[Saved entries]

== Segment start ==

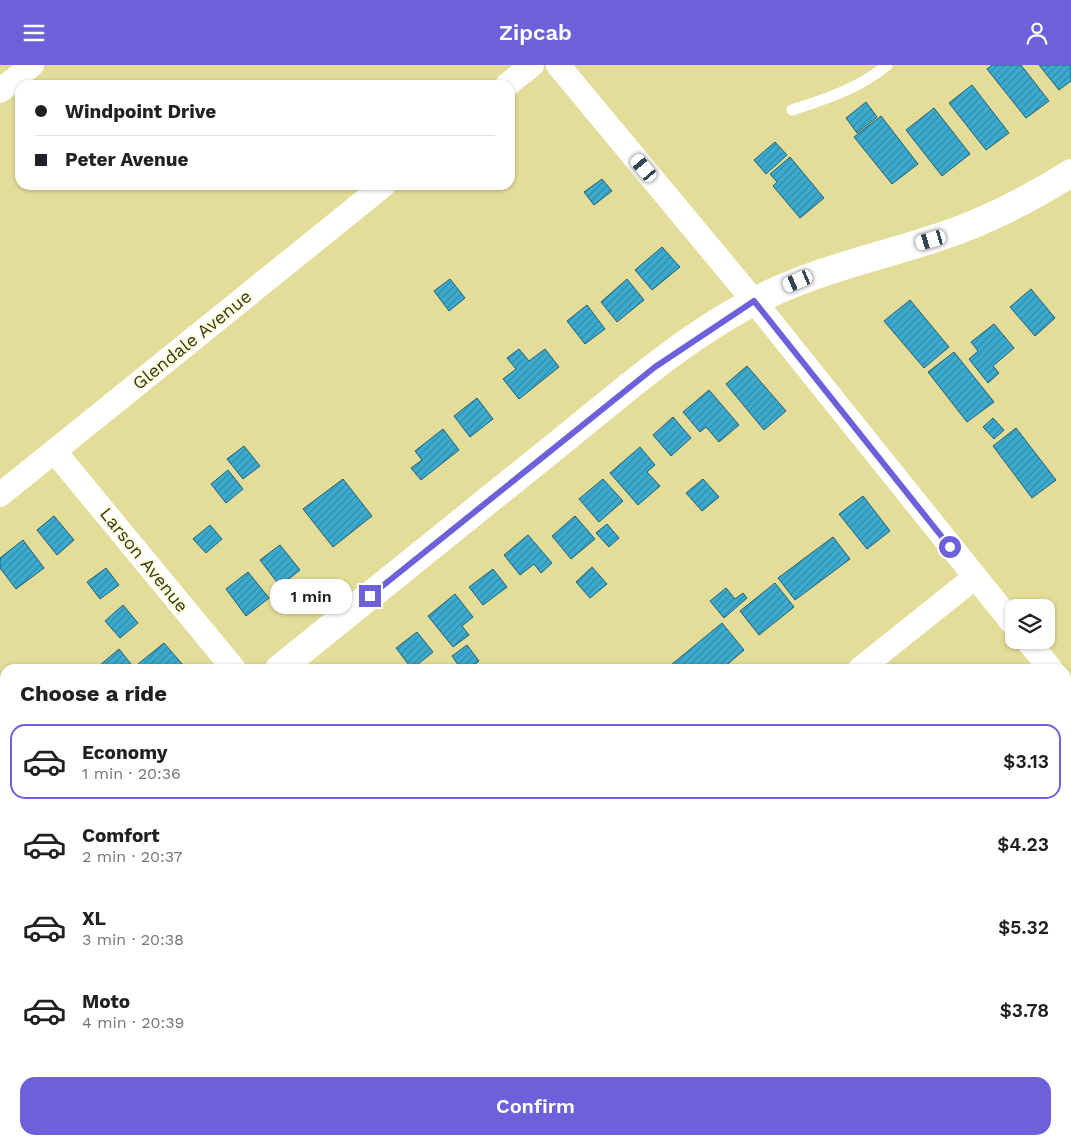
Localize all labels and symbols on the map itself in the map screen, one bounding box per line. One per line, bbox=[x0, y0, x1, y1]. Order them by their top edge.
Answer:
car bbox=[628, 152, 659, 184]
car bbox=[914, 229, 947, 251]
car bbox=[781, 268, 814, 294]
street label: Glendale Avenue bbox=[128, 285, 255, 394]
street label: Larson Avenue bbox=[96, 503, 193, 616]
route start bbox=[939, 536, 961, 558]
callout: 1 min bbox=[270, 579, 352, 613]
route end bbox=[359, 585, 381, 607]

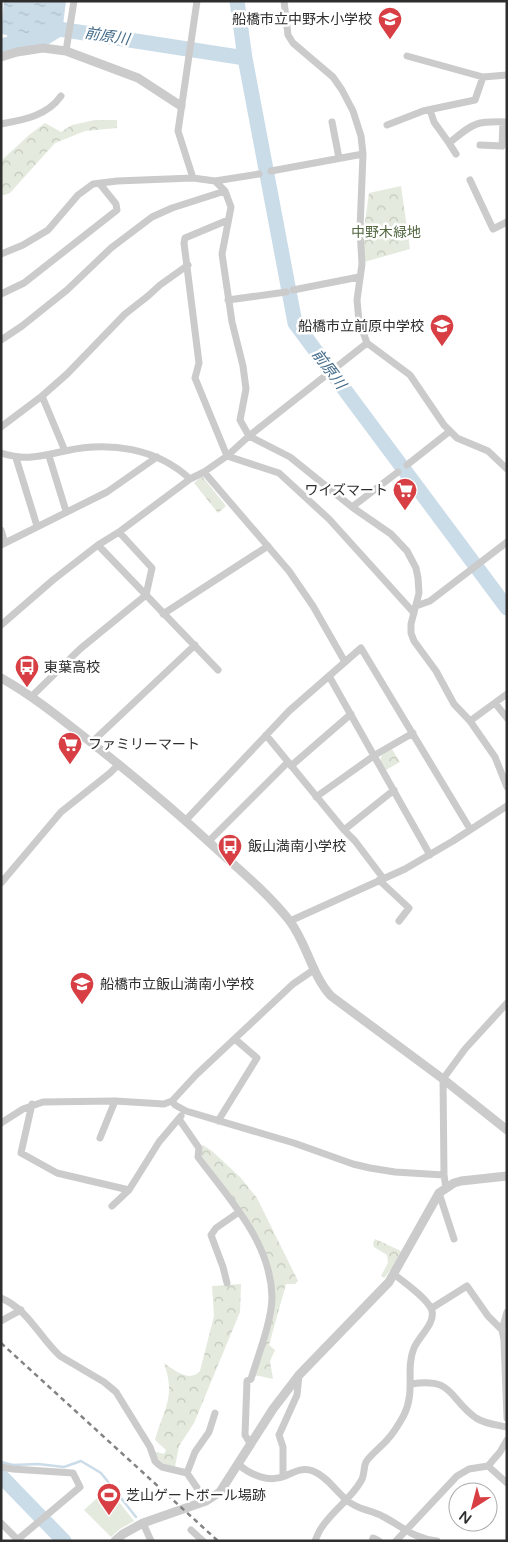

== Segment end ==

**WORK REQUEST:**
Repeat the data exactly, excluding the pictures.

**ANSWER:**
Localize all labels and symbols on the map itself in the map screen, one bounding box per line. One per line, bbox=[x0, y0, x1, y1]. Order them by their top edge.
Answer:
car bbox=[628, 152, 659, 184]
car bbox=[914, 229, 947, 251]
car bbox=[781, 268, 814, 294]
street label: Glendale Avenue bbox=[128, 285, 255, 394]
street label: Larson Avenue bbox=[96, 503, 193, 616]
route start bbox=[939, 536, 961, 558]
callout: 1 min bbox=[270, 579, 352, 613]
route end bbox=[359, 585, 381, 607]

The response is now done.